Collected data
Segment Open

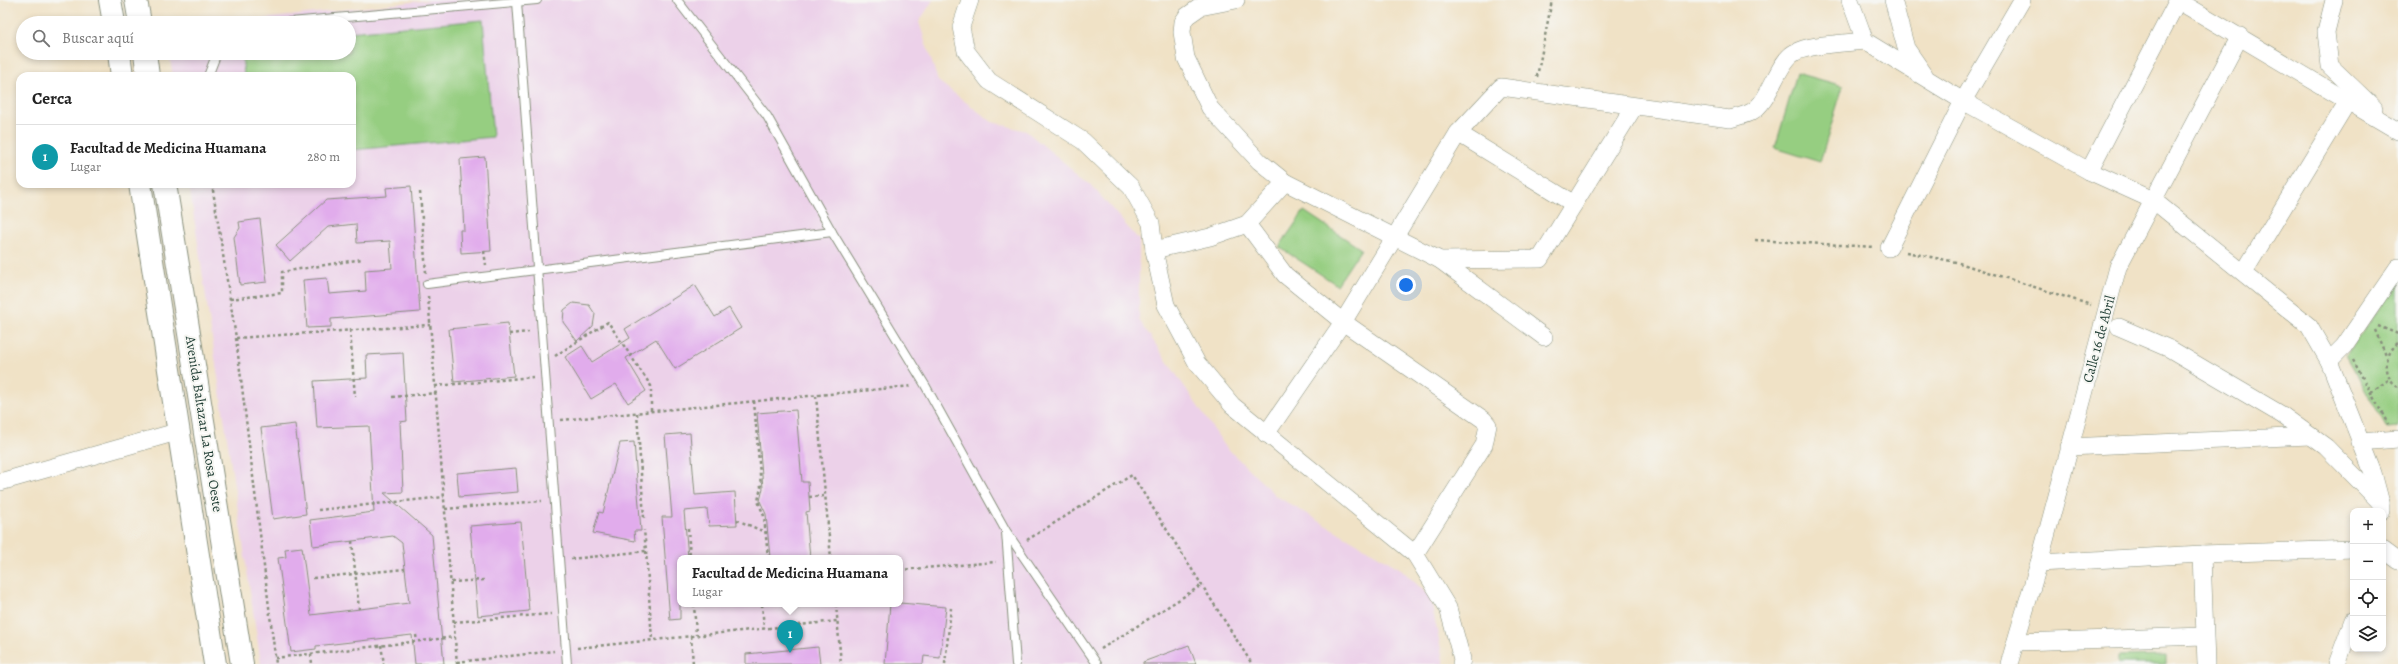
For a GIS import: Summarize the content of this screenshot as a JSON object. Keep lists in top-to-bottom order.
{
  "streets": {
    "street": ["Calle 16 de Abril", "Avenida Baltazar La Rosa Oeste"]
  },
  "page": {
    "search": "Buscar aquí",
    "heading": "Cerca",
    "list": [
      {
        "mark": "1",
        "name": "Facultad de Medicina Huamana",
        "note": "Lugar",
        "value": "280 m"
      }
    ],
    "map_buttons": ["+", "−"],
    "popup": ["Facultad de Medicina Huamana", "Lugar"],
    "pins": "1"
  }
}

Segment Closed

> _What the task asks_: Return the entries above exactly and in full; do not include images.

> _Worked solution_:
For a GIS import: Summarize the content of this screenshot as a JSON object. Keep lists in top-to-bottom order.
{
  "streets": {
    "street": ["Calle 16 de Abril", "Avenida Baltazar La Rosa Oeste"]
  },
  "page": {
    "search": "Buscar aquí",
    "heading": "Cerca",
    "list": [
      {
        "mark": "1",
        "name": "Facultad de Medicina Huamana",
        "note": "Lugar",
        "value": "280 m"
      }
    ],
    "map_buttons": ["+", "−"],
    "popup": ["Facultad de Medicina Huamana", "Lugar"],
    "pins": "1"
  }
}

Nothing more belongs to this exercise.